There were many more sessions beyond these including the rise of Islamic Finance and Sharia investing which interestingly calls for no debt, rather shared ownership as per our JEI Working Paper by Mujtaba Wani earlier this year.

Sadly, as our paper demonstrated, most Sharia implementations involve negative screening, not the intended approach.  Separately, the rise of the sharing economy and calls for shared value arguably start to head in the true direction intended many centuries ago.

An interesting contrast is the expected growth of assets in fixed income and infrastructure, with Trillions of new dollars expected, or actually needed to flow, to enable a transition to a low carbon economy.

Perhaps we need to combine these concepts and build the low energy future through a sense of shared ownership and shared responsibility to the planet, the oceans and all the other things we too often take for granted.  It is interesting to try and pull one common vision from across all of the strategies and constructs in the field.
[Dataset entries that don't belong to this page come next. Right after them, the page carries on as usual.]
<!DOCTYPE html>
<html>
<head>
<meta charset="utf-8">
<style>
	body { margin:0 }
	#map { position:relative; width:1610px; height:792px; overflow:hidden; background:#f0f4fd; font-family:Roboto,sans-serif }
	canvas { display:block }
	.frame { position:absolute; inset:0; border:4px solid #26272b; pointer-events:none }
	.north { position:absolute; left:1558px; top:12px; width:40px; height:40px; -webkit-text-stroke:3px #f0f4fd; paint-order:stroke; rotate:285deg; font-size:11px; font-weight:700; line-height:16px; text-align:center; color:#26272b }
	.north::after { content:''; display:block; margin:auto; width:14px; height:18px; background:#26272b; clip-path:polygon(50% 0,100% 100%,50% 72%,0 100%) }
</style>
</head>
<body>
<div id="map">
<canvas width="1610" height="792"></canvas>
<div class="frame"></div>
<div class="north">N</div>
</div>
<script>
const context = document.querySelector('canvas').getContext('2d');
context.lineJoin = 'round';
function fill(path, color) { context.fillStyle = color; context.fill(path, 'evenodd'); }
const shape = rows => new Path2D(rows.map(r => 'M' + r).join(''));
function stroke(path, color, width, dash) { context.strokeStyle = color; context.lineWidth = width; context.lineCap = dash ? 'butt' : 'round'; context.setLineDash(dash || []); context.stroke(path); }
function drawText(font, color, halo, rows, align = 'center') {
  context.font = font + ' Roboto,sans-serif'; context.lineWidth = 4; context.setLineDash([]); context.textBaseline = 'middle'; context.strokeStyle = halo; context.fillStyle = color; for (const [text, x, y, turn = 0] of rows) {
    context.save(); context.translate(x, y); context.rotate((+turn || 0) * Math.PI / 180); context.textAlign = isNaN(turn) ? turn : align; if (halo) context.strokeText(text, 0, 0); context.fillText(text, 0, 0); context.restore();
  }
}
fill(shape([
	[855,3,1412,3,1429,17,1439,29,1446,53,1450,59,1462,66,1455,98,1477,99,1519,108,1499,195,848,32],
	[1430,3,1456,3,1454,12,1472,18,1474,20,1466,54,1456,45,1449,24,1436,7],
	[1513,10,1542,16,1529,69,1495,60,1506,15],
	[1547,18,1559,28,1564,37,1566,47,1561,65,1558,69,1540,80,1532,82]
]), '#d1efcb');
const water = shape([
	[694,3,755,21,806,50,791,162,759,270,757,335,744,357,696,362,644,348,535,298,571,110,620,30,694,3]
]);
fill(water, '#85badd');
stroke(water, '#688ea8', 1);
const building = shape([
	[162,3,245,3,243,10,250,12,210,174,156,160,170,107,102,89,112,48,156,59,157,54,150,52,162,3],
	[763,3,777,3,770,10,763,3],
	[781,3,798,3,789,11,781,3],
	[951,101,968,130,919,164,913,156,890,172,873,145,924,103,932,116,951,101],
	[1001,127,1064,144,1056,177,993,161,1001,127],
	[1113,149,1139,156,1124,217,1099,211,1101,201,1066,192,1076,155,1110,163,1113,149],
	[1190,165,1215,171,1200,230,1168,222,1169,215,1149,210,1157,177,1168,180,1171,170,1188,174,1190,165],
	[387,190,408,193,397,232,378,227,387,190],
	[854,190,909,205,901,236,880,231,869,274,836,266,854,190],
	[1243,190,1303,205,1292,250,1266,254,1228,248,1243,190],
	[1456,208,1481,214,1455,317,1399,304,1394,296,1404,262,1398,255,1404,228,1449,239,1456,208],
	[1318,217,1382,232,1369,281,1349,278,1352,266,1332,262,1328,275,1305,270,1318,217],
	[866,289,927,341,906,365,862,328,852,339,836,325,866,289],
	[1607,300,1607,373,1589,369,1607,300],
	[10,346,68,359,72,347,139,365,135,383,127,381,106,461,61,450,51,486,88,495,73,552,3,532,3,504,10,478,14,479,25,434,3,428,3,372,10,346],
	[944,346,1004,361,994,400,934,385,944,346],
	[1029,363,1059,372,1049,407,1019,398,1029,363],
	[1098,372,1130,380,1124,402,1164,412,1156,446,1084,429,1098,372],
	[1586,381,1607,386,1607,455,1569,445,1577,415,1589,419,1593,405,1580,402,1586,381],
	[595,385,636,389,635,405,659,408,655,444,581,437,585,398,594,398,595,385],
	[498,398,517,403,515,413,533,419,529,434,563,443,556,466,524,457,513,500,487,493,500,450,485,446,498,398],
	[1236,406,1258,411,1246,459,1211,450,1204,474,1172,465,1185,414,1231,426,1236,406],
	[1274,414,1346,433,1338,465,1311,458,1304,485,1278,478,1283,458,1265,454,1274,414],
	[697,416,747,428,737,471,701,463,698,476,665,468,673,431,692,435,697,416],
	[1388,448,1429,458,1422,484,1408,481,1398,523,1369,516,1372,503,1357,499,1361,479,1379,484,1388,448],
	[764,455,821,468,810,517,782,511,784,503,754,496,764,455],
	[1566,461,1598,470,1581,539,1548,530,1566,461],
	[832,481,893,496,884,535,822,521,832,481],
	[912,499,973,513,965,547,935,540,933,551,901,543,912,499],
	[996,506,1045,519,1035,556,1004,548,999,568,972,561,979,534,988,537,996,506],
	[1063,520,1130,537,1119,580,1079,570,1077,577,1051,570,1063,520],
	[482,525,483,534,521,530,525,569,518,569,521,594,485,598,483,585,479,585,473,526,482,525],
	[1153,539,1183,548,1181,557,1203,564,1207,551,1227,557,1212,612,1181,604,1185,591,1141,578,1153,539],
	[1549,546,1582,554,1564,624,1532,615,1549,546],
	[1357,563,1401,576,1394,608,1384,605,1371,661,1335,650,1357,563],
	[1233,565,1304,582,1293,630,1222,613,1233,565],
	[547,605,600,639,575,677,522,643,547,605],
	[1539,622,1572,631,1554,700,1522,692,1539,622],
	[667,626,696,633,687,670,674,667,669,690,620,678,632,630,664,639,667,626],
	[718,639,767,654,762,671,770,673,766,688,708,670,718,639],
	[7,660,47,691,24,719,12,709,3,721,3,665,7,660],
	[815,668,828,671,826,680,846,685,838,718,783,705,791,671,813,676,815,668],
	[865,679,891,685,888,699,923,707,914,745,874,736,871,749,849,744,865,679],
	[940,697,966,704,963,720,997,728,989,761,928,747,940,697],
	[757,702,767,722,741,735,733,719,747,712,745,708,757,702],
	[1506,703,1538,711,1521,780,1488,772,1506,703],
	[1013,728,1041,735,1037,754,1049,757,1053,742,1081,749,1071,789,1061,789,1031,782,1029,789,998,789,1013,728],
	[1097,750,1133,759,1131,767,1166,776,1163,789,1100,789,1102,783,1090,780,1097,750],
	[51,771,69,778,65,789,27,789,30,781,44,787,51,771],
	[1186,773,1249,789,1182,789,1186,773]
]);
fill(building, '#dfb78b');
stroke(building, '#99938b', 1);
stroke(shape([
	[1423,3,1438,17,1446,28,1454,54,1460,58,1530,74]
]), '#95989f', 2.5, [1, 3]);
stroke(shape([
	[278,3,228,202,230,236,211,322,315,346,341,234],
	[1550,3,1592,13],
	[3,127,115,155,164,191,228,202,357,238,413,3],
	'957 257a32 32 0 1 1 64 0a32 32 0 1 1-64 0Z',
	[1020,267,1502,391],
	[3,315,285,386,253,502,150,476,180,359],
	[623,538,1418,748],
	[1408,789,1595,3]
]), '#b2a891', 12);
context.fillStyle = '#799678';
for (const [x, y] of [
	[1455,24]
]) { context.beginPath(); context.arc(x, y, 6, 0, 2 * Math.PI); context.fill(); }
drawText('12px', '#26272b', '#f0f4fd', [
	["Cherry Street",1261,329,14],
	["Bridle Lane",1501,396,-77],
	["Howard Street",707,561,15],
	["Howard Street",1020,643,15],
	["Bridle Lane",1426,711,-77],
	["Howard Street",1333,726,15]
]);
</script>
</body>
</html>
The need for Investment Beliefs was also championed, by the likes of Anne Simpson of CalPERS who has done excellent work establishing 10 beliefs including establishing that the need to be able to pay future generations of pension fund beneficiaries is an equal responsibility for managers of pension funds as is the primary need to pay current beneficiaries.   Many other asset owners are following suit.

More work is coming from the PRI, including my own work on Climate Change Asset Owner Strategy, first paper here discussing the complications involved with Reducing Emissions in portfolios and across the larger economy.  A framework for action with case studies follows later this year.

The PRI has tremendous momentum now, they next meet in Singapore and will spend the next 12 months building up interest in Asia, as these concepts have mostly taken hold to date in Europe, the US, Canada, Australia and a few other places to date.

Solving for environmental, social and governance challenges is complex and will require a diverse set of parallel actions, not an easy button approach.  Watch for more on these developments in the months and years to come.

We approach a time when it will be a really bad idea financially not to invest in a sustainable manner.

 Keep in mind as well that for all the industry focus on "backtesting," actually, past performances are not the answer.  What is needed as we have long argued is a forward-looking approach to investing with sustainability issues fully applied.

That will be good both for society and your wallet at the same time and I can't wait for this to become the industry standard as a result.  

Those not involved really need to change that pronto for the sake of retaining business, for best performance and to win the millennials hearts and dollars as well.